ARPES is a pivotal technique for directly probing the electronic structure of solids by resolving the energy and momentum of photoelectrons emitted via the photoelectric effect. By conserving energy and in-plane momentum, it maps band structures, Fermi surface topology, and many-body interactions such as electron–phonon coupling and quasiparticle dynamics. This method has revolutionized the understanding of quantum materials—including high-temperature superconductors, topological insulators, and 2D systems—by revealing their electronic ground states and emergent phenomena.
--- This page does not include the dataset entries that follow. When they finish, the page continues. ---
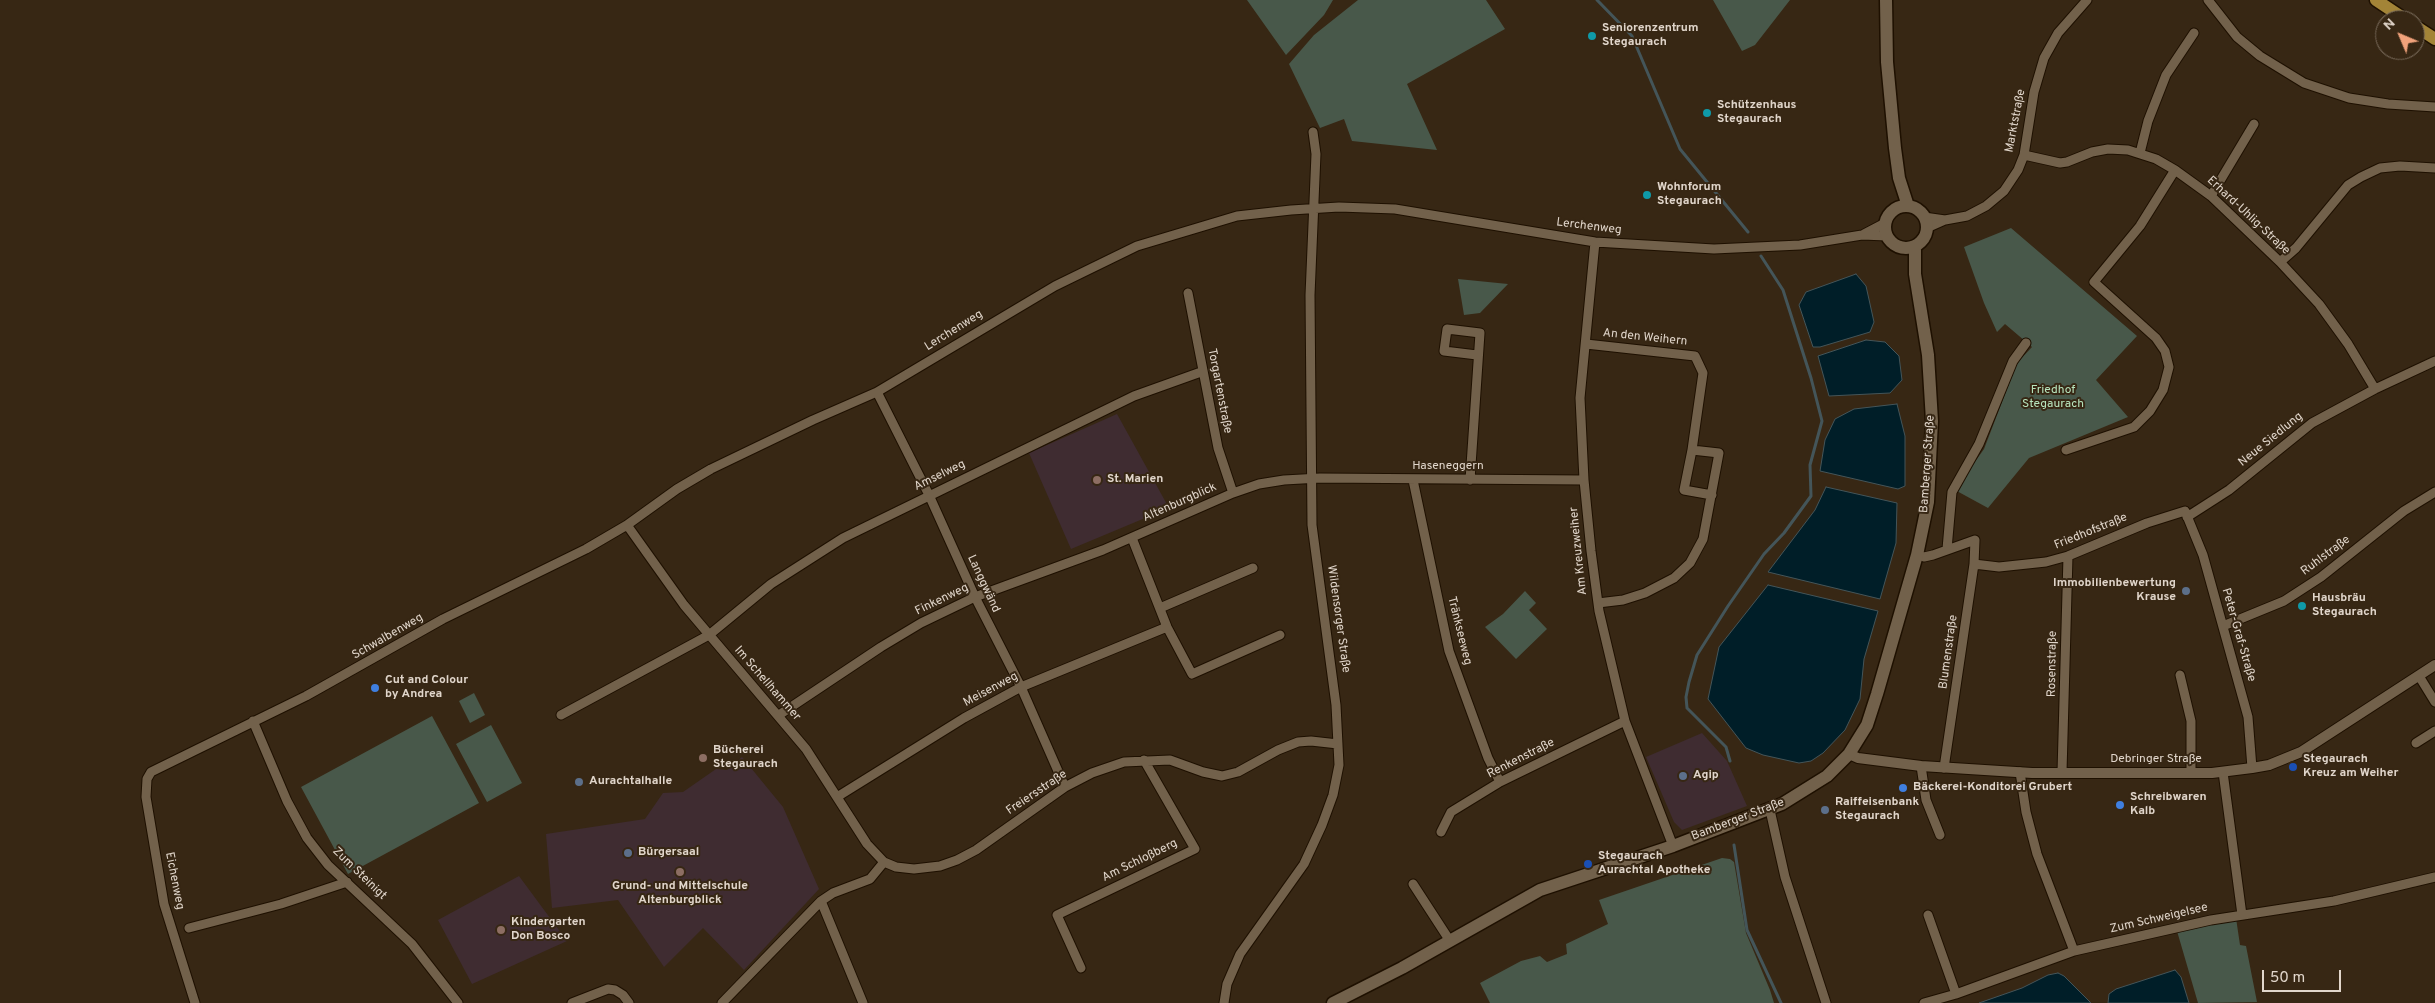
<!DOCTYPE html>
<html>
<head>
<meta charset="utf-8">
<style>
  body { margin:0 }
  #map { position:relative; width:2435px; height:1003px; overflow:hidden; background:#372714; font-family:Overpass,sans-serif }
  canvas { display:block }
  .north { position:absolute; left:2375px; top:10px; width:50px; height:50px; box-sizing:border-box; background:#372714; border:1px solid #7b6d5d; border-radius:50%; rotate:315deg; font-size:14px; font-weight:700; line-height:20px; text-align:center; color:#e1d6cb }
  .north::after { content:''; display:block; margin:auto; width:18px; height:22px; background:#f1a27b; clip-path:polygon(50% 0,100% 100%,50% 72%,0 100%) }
  .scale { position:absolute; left:2262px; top:970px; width:79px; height:22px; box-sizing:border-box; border:2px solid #e1d6cb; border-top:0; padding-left:6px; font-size:15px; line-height:18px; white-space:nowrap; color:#e1d6cb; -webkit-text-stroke:4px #372714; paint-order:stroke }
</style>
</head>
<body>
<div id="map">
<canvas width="2435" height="1003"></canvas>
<div class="north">N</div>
<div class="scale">50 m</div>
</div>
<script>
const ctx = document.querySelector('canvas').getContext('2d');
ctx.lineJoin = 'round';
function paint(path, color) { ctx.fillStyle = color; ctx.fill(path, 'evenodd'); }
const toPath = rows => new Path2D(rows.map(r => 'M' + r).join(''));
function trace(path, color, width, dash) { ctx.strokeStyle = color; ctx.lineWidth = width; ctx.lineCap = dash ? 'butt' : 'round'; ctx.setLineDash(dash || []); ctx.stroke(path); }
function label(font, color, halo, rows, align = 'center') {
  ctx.font = font + ' Overpass,sans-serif'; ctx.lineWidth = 4; ctx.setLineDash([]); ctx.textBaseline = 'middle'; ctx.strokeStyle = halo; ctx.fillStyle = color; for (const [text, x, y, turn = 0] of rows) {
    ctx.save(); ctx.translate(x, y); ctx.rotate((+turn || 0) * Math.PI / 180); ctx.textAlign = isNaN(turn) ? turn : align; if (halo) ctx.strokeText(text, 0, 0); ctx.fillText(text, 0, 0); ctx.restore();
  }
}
paint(toPath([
  [1117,414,1169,508,1071,549,1029,453],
  [1702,733,1727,761,1747,806,1682,830,1674,822,1646,757],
  [742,757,783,807,819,889,744,970,703,928,664,967,618,900,552,908,546,834,645,819,663,793,683,792,716,769,727,770],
  [519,876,567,941,472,984,438,920]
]), '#3f2c31');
paint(toPath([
  [1247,0,1333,0,1324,15,1286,55],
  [1358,0,1486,0,1505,29,1407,84,1437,150,1352,141,1344,119,1320,128,1289,64,1314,35],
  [1713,0,1790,0,1755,45,1742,51],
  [2011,228,2137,336,2096,380,2128,417,2029,458,1988,508,1955,490,1984,449,2017,363,2032,347,2005,324,1997,332,1984,303,1964,247],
  [1458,279,1508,284,1480,313,1464,315],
  [1525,591,1536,603,1529,610,1547,629,1516,659,1485,627,1503,614],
  [474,693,485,715,470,723,459,701],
  [432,716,479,803,348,874,301,787],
  [491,725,522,783,487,802,456,744],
  [1722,858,1730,859,1734,862,1746,933,1770,990,1774,1003,1490,1003,1480,983,1521,961,1540,956,1547,962,1567,954,1566,944,1608,924,1599,900],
  [2236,918,2240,945,2246,946,2257,1002,2198,1003,2177,931]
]), '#48584a');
const water = toPath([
  [1856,274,1866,286,1874,322,1870,332,1820,347,1813,347,1799,305,1806,292,1856,274],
  [1866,340,1885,342,1899,356,1902,380,1890,393,1829,396,1818,356,1866,340],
  [1897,404,1905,436,1905,486,1898,489,1820,471,1825,440,1835,419,1854,409,1897,404],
  [1826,487,1897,503,1896,543,1880,599,1768,572,1815,510,1826,487],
  [1768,585,1878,611,1864,659,1860,699,1845,730,1823,753,1811,761,1799,763,1763,755,1746,748,1708,699,1719,647,1768,585],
  [2175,970,2181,977,2189,1003,2108,1003,2109,994,2116,989,2175,970],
  [2058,973,2064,976,2091,1003,1979,1003,2022,988,2048,975,2058,973]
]);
paint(water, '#001e28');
trace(water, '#445559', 1);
trace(toPath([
  [1597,0,1632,36,1680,149,1748,232],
  [1730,761,1726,747,1687,708,1686,697,1689,682,1697,655,1728,606,1764,554,1784,533,1811,496,1810,465,1822,421,1811,378,1783,290,1761,256],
  [1734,845,1747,930,1781,1003]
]), '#445559', 3);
const minor = toPath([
  [2208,0,2237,37,2260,56,2304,83,2349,98,2388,104,2435,107],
  [2140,153,2148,121,2166,75,2194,33],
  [2024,155,2060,163,2067,162,2092,152,2108,149,2128,150,2156,159,2175,170,2211,196,2280,262,2319,304,2348,344,2375,389],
  [2211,196,2254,124],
  [1924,217,1945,220],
  [1927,228,1945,220,1967,216,1986,206,2004,191,2018,170,2024,155,2034,92,2044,58,2058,33,2087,0],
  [1864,234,1885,223],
  [1595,242,1580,398,1584,480,1591,551,1599,611,1625,721,1673,846],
  [2280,262,2296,248,2348,185,2361,177,2380,168,2400,166,2435,168],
  [1188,293,1218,448,1233,493],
  [1586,344,1695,356,1703,373,1692,450,1719,453,1703,539,1690,563,1674,578,1645,593,1623,600,1598,603],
  [877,392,929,495,975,597,1021,687,1065,787],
  [1692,450,1684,490,1712,495],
  [2066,450,2134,427,2150,411,2163,390,2169,367,2165,351,2156,338,2094,282,2140,226,2175,170],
  [1413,480,1449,651,1488,758,1500,782],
  [1470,480,1480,333,1447,329,1444,351,1477,355],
  [2187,517,2229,490,2312,423,2375,389,2435,361],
  [627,525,684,605,806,749,867,844,884,862,896,867,914,869,940,866,957,860,976,850,1065,787,1092,773,1124,762,1170,760,1203,772,1222,776,1238,772,1278,750,1298,742,1311,741,1338,744],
  [1132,538,1167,627,1192,674,1280,635],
  [1947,549,1952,492,1979,444,2013,361,2026,343],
  [1917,555,1924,557,1933,555,1975,540,1974,564,1944,768],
  [1974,564,1999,567,2046,562,2068,556,2147,523,2185,511,2203,555,2248,717,2252,768],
  [1160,608,1253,568],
  [2223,626,2284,601,2321,577,2404,511,2435,492],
  [2180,675,2191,721,2191,773],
  [2419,676,2435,702],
  [561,715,709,635,771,584,843,538,1134,396,1201,372],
  [779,715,881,647,921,623,975,597,1103,550,1233,493,1259,484,1284,480,1320,478,1584,480],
  [253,721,287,801,307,838,328,865,412,944,458,1003],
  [2416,743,2435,731],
  [1921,766,1926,800,1940,835],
  [2020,772,2026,812,2037,854,2074,951],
  [2062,772,2068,556],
  [2223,772,2242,915],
  [837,797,964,718,1021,687,1167,627],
  [1770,810,1785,877,1826,1003],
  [1441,832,1451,812,1500,782,1625,721],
  [1413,884,1450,941],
  [821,901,863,1003],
  [1928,915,1956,994],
  [189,928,281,904,347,882],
  [1081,968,1057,915,1195,849,1144,760],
  [195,1003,164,904,146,797,147,779,151,772,306,696,443,619,586,549,627,525,677,489,711,469,813,420,877,392,1055,286,1137,246,1237,216,1291,210,1339,207,1395,209,1595,242,1714,249,1800,245,1862,235,1887,236],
  [572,1003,608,989,615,990,623,995,629,1003],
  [722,1003,821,901,833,893,870,879,884,862],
  [1224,1003,1227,984,1240,954,1304,864,1322,825,1333,795,1339,765,1336,705,1312,525,1310,295,1316,154,1313,132],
  [1924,1003,1956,994,2074,951,2211,920,2334,901,2435,877]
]);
const tertiary = toPath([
  [1849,754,1858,758,1921,766,2032,773,2212,773,2252,768,2269,765,2301,752,2435,665]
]);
const secondary = toPath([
  [1886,0,1887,62,1895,148,1899,178,1908,206],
  '1885 227a21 21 0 1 1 42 0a21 21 0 1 1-42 0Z',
  [1333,1003,1402,968,1540,890,1673,846,1782,804,1827,776,1849,754,1867,725,1877,694,1917,555,1928,502,1932,421,1928,355,1915,274,1915,246]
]);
const primary = toPath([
  [2376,0,2406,20],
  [2415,26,2435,39]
]);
trace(minor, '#1e1000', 11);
trace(tertiary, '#1e1000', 12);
trace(secondary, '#1e1000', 15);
trace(primary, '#1e1000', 15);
trace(minor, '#72614b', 9);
trace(tertiary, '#72614b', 10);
trace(secondary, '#72614b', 12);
trace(primary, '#a38437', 12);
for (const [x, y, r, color] of [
  [1592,36,5,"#0f9aa8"],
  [1707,113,5,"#0f9aa8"],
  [1647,195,5,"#0f9aa8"],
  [1097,480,5,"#8d6e63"],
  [2186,591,5,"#5c6f8a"],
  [2302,606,5,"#0f9aa8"],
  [375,688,5,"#3f7fe0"],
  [703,758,5,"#8d6e63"],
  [2293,767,5,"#1a4fb4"],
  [1683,776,5,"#5c6f8a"],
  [579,782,5,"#5c6f8a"],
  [1903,788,5,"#3f7fe0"],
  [2120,805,5,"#3f7fe0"],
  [1825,810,5,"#5c6f8a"],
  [628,853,5,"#5c6f8a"],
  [1588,864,5,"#1a4fb4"],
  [680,872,5,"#8d6e63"],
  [501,930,5,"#8d6e63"]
]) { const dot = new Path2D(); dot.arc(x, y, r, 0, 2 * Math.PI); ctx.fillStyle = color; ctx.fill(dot); trace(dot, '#372714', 2); }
label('bold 12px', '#e1d6cb', '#372714', [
  ["Seniorenzentrum",1602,29],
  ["Stegaurach",1602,43],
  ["Schützenhaus",1717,106],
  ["Stegaurach",1717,120],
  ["Wohnforum",1657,188],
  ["Stegaurach",1657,202],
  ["St. Marien",1107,480],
  ["Immobilienbewertung",2176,584,"right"],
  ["Krause",2176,598,"right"],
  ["Hausbräu",2312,599],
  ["Stegaurach",2312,613],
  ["Cut and Colour",385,681],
  ["by Andrea",385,695],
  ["Bücherei",713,751],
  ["Stegaurach",713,765],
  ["Stegaurach",2303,760],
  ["Kreuz am Weiher",2303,774],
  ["Agip",1693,776],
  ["Aurachtalhalle",589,782],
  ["Bäckerei-Konditorei Grubert",1913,788],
  ["Schreibwaren",2130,798],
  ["Kalb",2130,812],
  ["Raiffeisenbank",1835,803],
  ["Stegaurach",1835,817],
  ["Bürgersaal",638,853],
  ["Stegaurach",1598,857],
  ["Aurachtal Apotheke",1598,871],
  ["Grund- und Mittelschule",680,887,"center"],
  ["Altenburgblick",680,901,"center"],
  ["Kindergarten",511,923],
  ["Don Bosco",511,937]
], 'left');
label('12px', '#e1d6cb', '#372714', [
  ["Marktstraße",2016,121,-79],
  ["Erhard-Uhlig-Straße",2248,216,43],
  ["Lerchenweg",1589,227,7],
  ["Lerchenweg",954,331,-32],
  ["An den Weihern",1645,338,6],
  ["Torgartenstraße",1219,391,79],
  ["Neue Siedlung",2271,440,-39],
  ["Bamberger Straße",1928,464,-86],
  ["Haseneggern",1448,467],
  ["Amselweg",940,476,-26],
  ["Altenburgblick",1180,503,-24],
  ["Friedhofstraße",2091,532,-22],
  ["Am Kreuzweiher",1579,551,-96],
  ["Ruhlstraße",2326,556,-37],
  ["Langgwänd",983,584,65],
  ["Finkenweg",942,600,-26],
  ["Wildensorger Straße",1338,619,82],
  ["Tränkseeweg",1459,631,76],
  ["Peter-Graf-Straße",2238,635,74],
  ["Schwalbenweg",388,637,-30],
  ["Blumenstraße",1949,652,-82],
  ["Rosenstraße",2053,664,-89],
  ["Im Schellhammer",767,684,49],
  ["Meisenweg",991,690,-28],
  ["Renkenstraße",1521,759,-27],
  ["Debringer Straße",2156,760],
  ["Freiersstraße",1037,793,-34],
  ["Bamberger Straße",1738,820,-21],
  ["Am Schloßberg",1140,861,-26],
  ["Zum Steinigt",359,874,44],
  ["Eichenweg",174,881,79],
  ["Zum Schweigelsee",2159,919,-13]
]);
label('12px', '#b7e4bd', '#372714', [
  ["Friedhof",2053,391],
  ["Stegaurach",2053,405]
]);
</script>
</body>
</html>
Our laboratory houses state-of-the-art laser-based ARPES systems with ultra-high energy（~ 1.5 meV）and momentum resolution, enabling precise investigation of fine electronic structures in quantum materials. These capabilities allow us to resolve subtle many-body interactions, including electron–electron correlations and electron–phonon coupling, providing critical insights into the emergent phenomena of advanced materials.

Our custom-built micro-ARPES system uniquely combines deep ultraviolet laser sources with sub-micron spatial resolution and high-efficiency spin detection. This capability allows us to probe local electronic structures and spin textures in small samples and spatially inhomogeneous materials with exceptional precision.

Molecular Beam Epitaxy (MBE) is a highly controlled thin-film deposition technique used to grow single-crystal materials with atomic precision. In MBE, ultrapure elemental sources are heated in ultra-high vacuum, producing molecular or atomic beams that condense on a heated substrate to form epitaxial layers. The slow deposition rate allows for precise control of thickness, composition, and interface quality, making MBE ideal for fabricating complex heterostructures and quantum materials. Real-time monitoring techniques such as RHEED (Reflection High-Energy Electron Diffraction) enable in-situ growth analysis. MBE plays a crucial role in semiconductor research, quantum devices, and low-dimensional material synthesis.

Ultrafast reflectivity experiments use femtosecond laser pulses to photoexcite materials and probe the subsequent transient changes in reflectivity. This technique captures carrier dynamics, phonon relaxation, and phase transitions on their native timescales, providing critical insights into nonequilibrium phenomena and quasiparticle interactions.